Но счастливые минуты пролетали, а за ними следовали часы и даже дни тоски и мучений для нас обоих. Потребность быть вместе все усиливалась, я не мог жить без аромата ее тела, сладости рта, страсти ласк… По сравнению с ней моя жена казалась мне лишь напоминанием об утерянном блаженстве.
— Когда мы сможем снова быть втроем, как раньше? — спрашивала Марианна в редкие минуты близости.
Распластавшись на моей груди (я не решался высвободиться из-под нее), она тихонько плакала и через некоторое время просила у меня прощения.
— Мне не за что тебя прощать, — отвечал я. — Я виноват так же, как и ты.
— Может, и даже лучше, — говорила она, немного успокаиваясь. — Делать вид, что ничего не было, что все это померещилось, как в горячке, как в каком-то невероятном сне, правда? — и, не дождавшись ответа, продолжала: — В конце концов, все вернулось на свои места: Наталия с Генрихом, ты со мной…
— Да, — лгал я. — Да, так лучше.

4
— А если мы когда-нибудь попадемся? — от одной этой мысли Наталию трясло.
— Кому? — с некоторым цинизмом спрашивал я.
— Есть два человека, — говорила она, целуя меня под подбородком. Мне была неприятна эта тема, однако практически ни о чем другом мы не разговаривали.
— Если нас застукает Марианна, то не страшно, — довольно жестоко рассуждал я.
— Почему?
— Никому не посмеет сказать. В худшем случае, думаю, будет не трудно заставить ее молчать. Достаточно пригласить ее присоединиться к нам…
— Какой же ты гадкий! — насупливалась Наталия и отстранялась от меня.
— Я один? А вот Генрих стал бы настоящей проблемой, сама знаешь.
— Да, — жалобно соглашалась она, — знаю очень хорошо. Поэтому он никогда не должен узнать, Густав. Никогда!
Я понимал, что Наталия права, но в глубине души мучительно не хотелось ограничиваться доставшейся мне ролью. Меня не покидало неприятное чувство из-за того, что Наталия принадлежала не мне одному.

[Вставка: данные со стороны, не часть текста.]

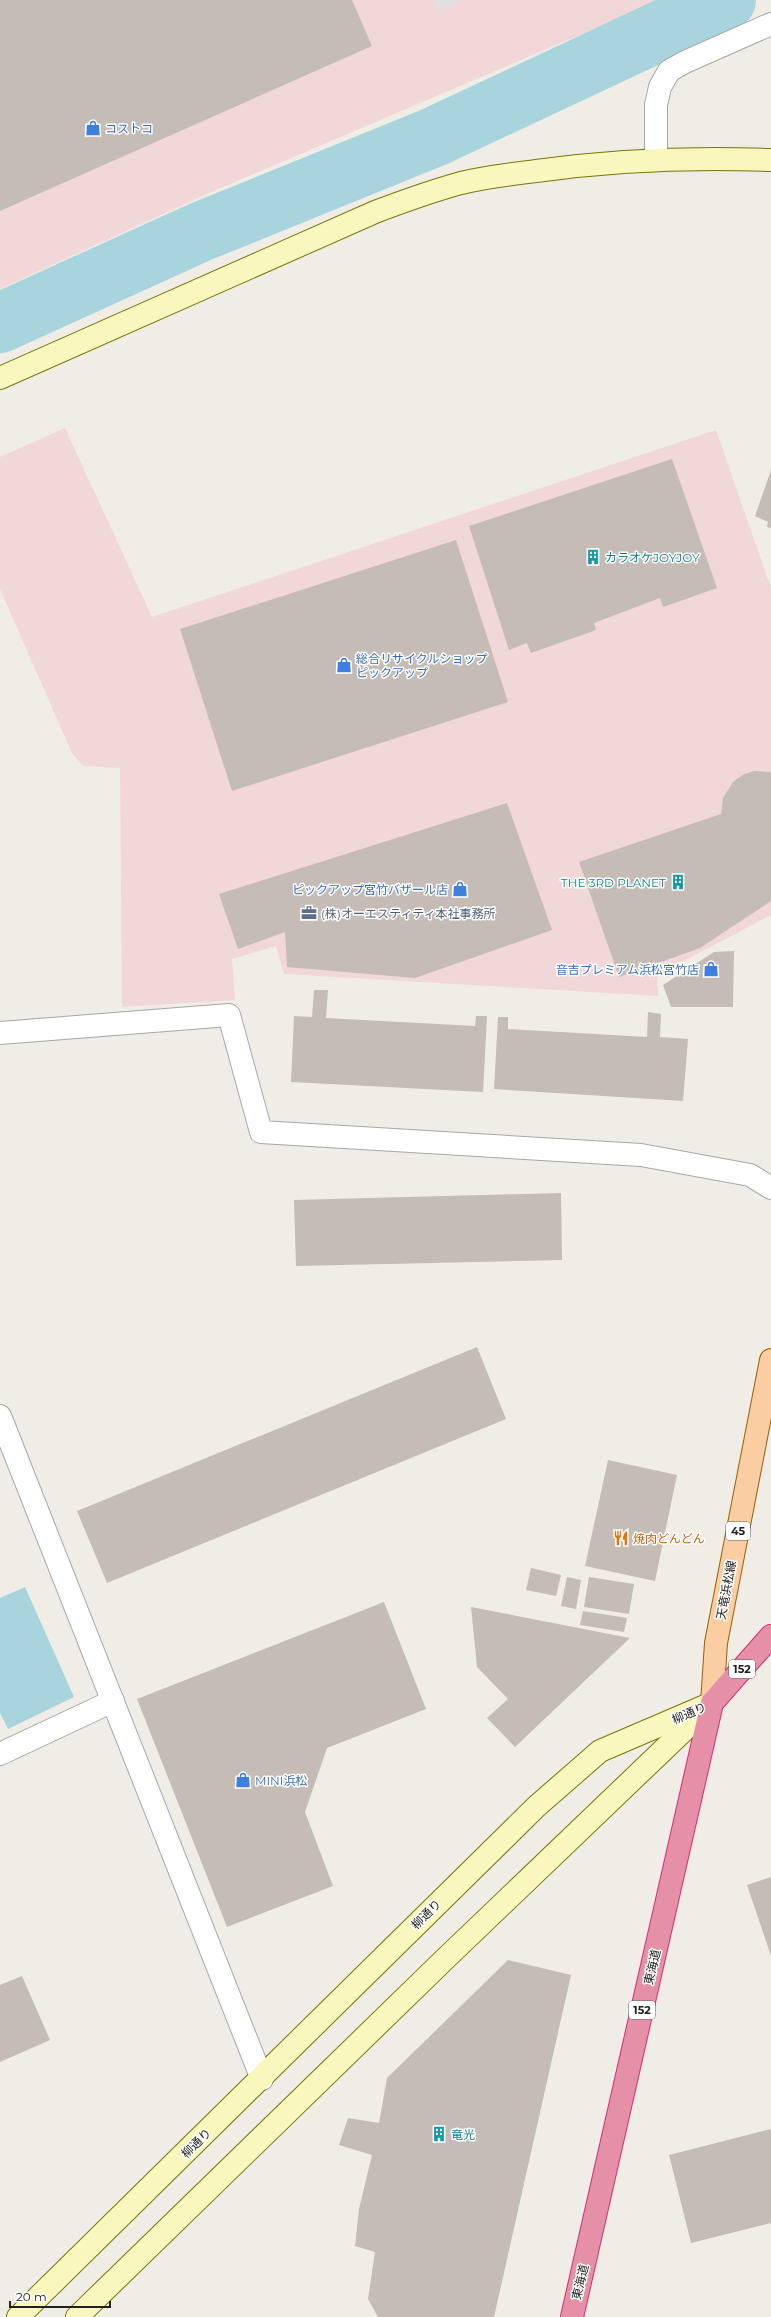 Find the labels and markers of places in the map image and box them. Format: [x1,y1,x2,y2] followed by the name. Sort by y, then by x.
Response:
[84,119,102,137] shop icon: コストコ
[105,121,153,136] place label: コストコ
[584,548,602,566] building icon: カラオケJOYJOY
[605,550,700,565] place label: カラオケJOYJOY
[356,651,487,680] place label: 総合リサイクルショップ ピックアップ
[335,656,353,674] shop icon: 総合リサイクルショップ ピックアップ
[669,873,687,891] building icon: THE 3RD PLANET
[561,875,666,890] place label: THE 3RD PLANET
[451,880,469,898] shop icon: ピックアップ宮竹バザール店
[292,882,448,897] place label: ピックアップ宮竹バザール店
[300,904,318,922] office icon: (株)オーエスティティ本社事務所
[321,906,495,921] place label: (株)オーエスティティ本社事務所
[702,960,720,978] shop icon: 音吉プレミアム浜松宮竹店
[556,962,699,977] place label: 音吉プレミアム浜松宮竹店
[612,1529,630,1547] restaurant icon: 焼肉どんどん
[633,1531,705,1546] place label: 焼肉どんどん
[234,1771,252,1789] shop icon: MINI浜松
[255,1773,307,1788] place label: MINI浜松
[430,2125,448,2143] building icon: 竜光
[451,2127,475,2142] place label: 竜光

Сначала приходилось делить ее с Марианной, а теперь вот муж объявился.
— Ты любишь меня? — спрашивал я Наталию.
— Иначе я не была бы с тобой, — не колеблясь отвечала она. — А теперь тебе лучше уйти.

5
Наступил 1944 год месяцы принялись мелькать один за другим, наполняя мою душу болью, оттого что все в моей жизни: работа над бомбой, отношения с Наталией, заговор — обречено на неудачу.

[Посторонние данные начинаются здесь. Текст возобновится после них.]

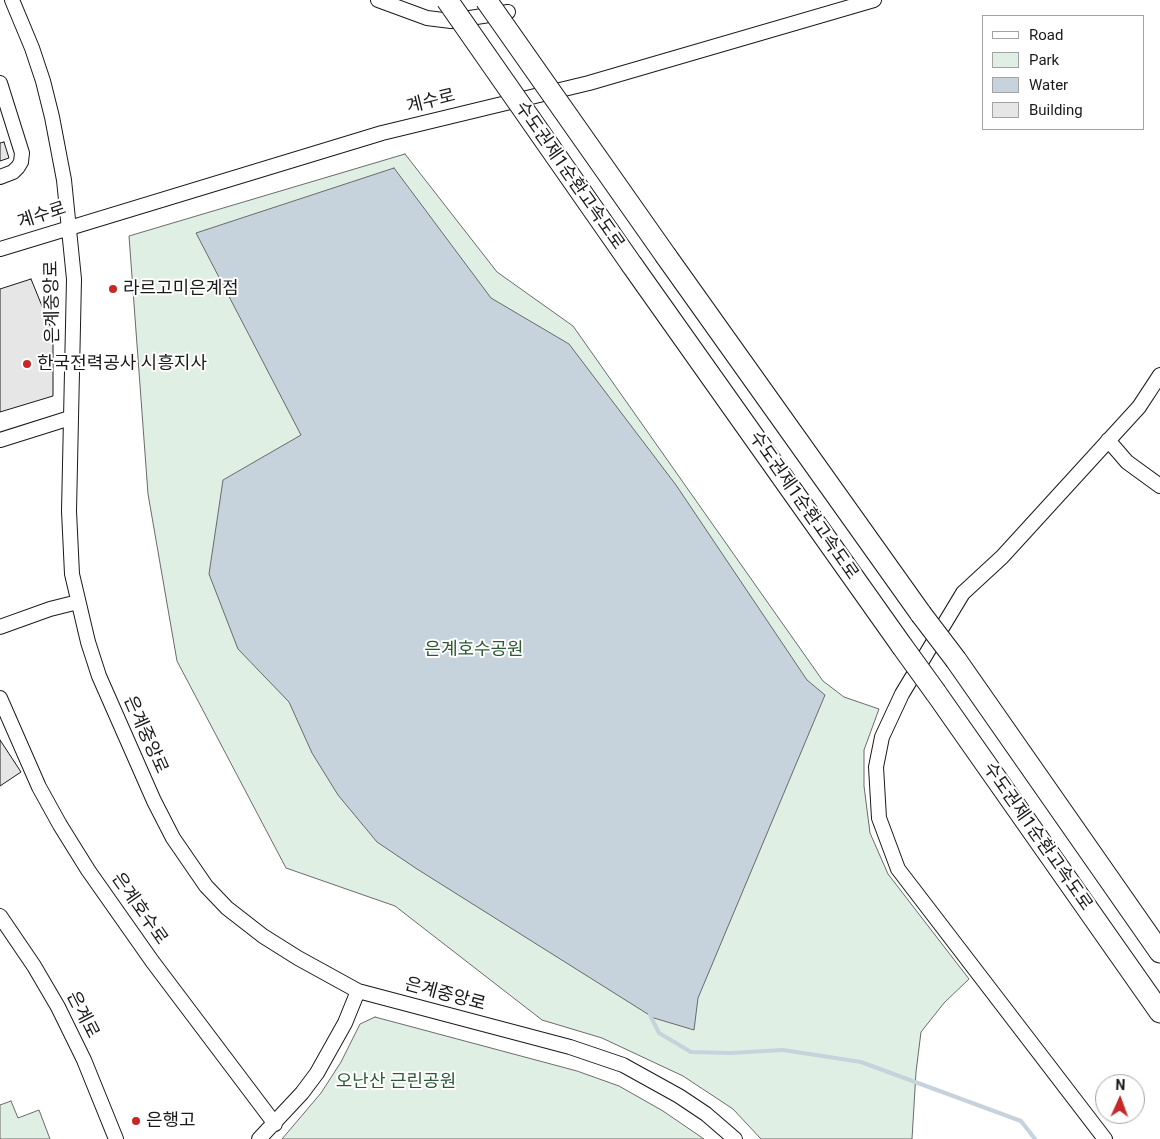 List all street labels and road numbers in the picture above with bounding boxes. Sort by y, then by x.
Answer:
street label: 계수로 [404,86,458,118]
street label: 수도권제1순환고속도로 [510,98,628,254]
street label: 계수로 [15,198,69,234]
street label: 은계중앙로 [41,260,65,344]
street label: 수도권제1순환고속도로 [744,428,862,584]
street label: 은계중앙로 [118,693,172,777]
street label: 수도권제1순환고속도로 [978,759,1096,915]
street label: 은계호수로 [106,869,172,949]
street label: 은계중앙로 [402,974,488,1016]
street label: 은계로 [61,988,103,1042]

— Чем вы занимаетесь? Что вы с Генрихом делаете на ваших собраниях? — Раньше этими вопросами меня донимала Марианна, теперь — Наталия.

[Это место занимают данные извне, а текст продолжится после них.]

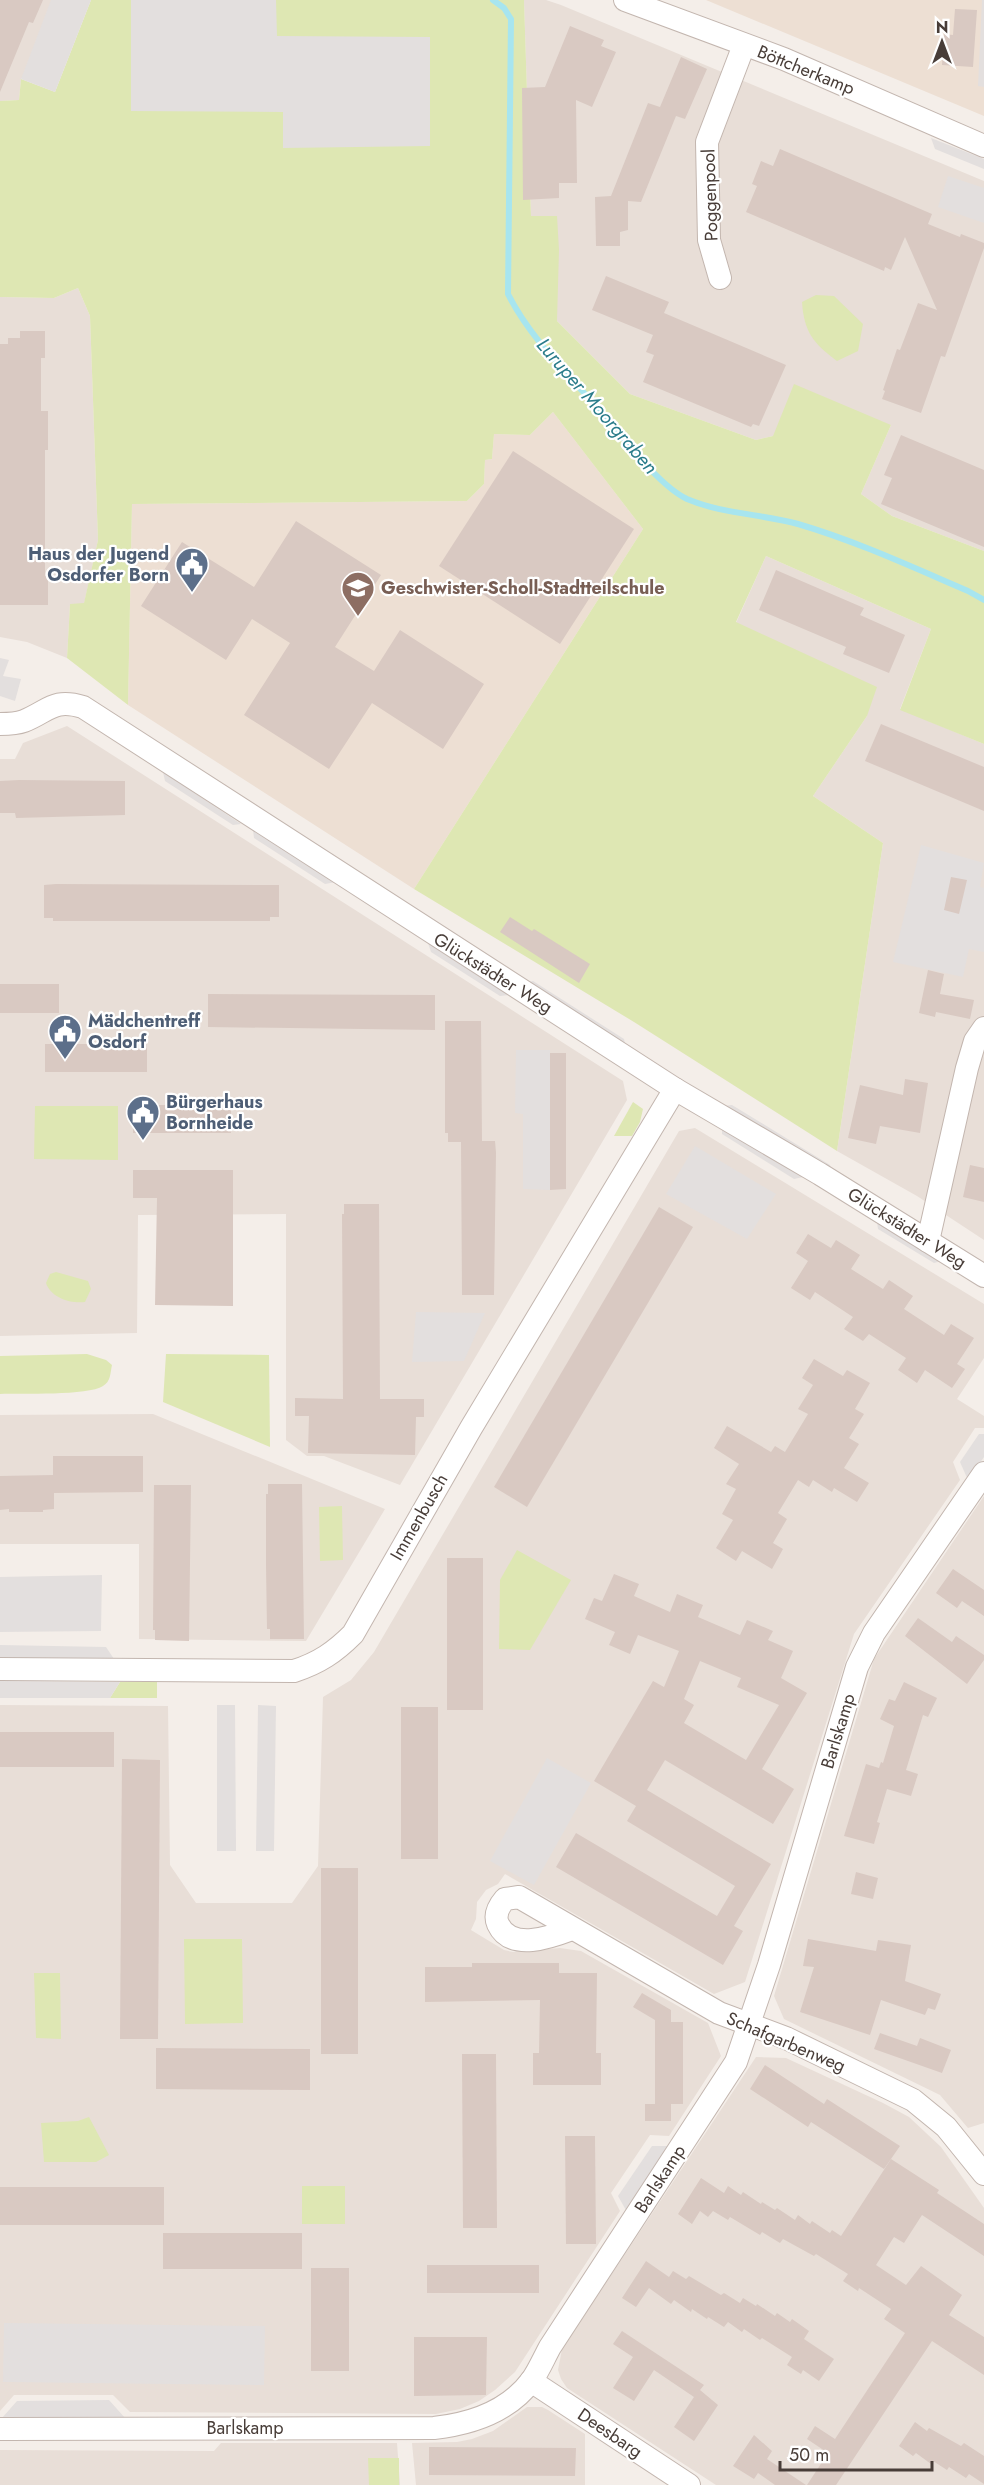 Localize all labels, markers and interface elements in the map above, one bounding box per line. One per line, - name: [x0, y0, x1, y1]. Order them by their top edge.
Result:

— Мы посещаем дискуссионный клуб. — Врать ей было труднее. — Обсуждаем разные вопросы. Каждый раз кто-нибудь делает доклад на определенную тему, мы все слушаем, а потом высказываем собственное мнение, — сочинял я.
— Скажи мне правду, Густав, — ее голос надламывался, —умоляю тебя.
— Я и говорю, — не сдавался я, — обсуждаем разные вещи.
— Например, как убить Гитлера? Меня словно холодной водой окатило.
— Если тебе это наболтал Генрих, он просто идиот! — взорвался я. — Не вздумай когда-либо еще произнести вслух подобную чепуху, Наталия!
— Он мне ничего не говорил, Густав.
— Тем хуже, — окончательно разозлился я.
Она расплакалась. Сколько я ни прижимал ее к себе, успокаивая, Наталия не унималась. Она не говорила ни слова, но ясно было, что ее мучило сознание опасности, грозившей двум мужчинам, которых она любила.
— Прости, — утешал я ее, — мне не следовало говорить с тобой таким тоном…
— Все в порядке, — она вытерла слезы тыльной стороной ладони. — На самом деле… мне, наверно, надо бы гордиться… — ее голос задрожал. — Только…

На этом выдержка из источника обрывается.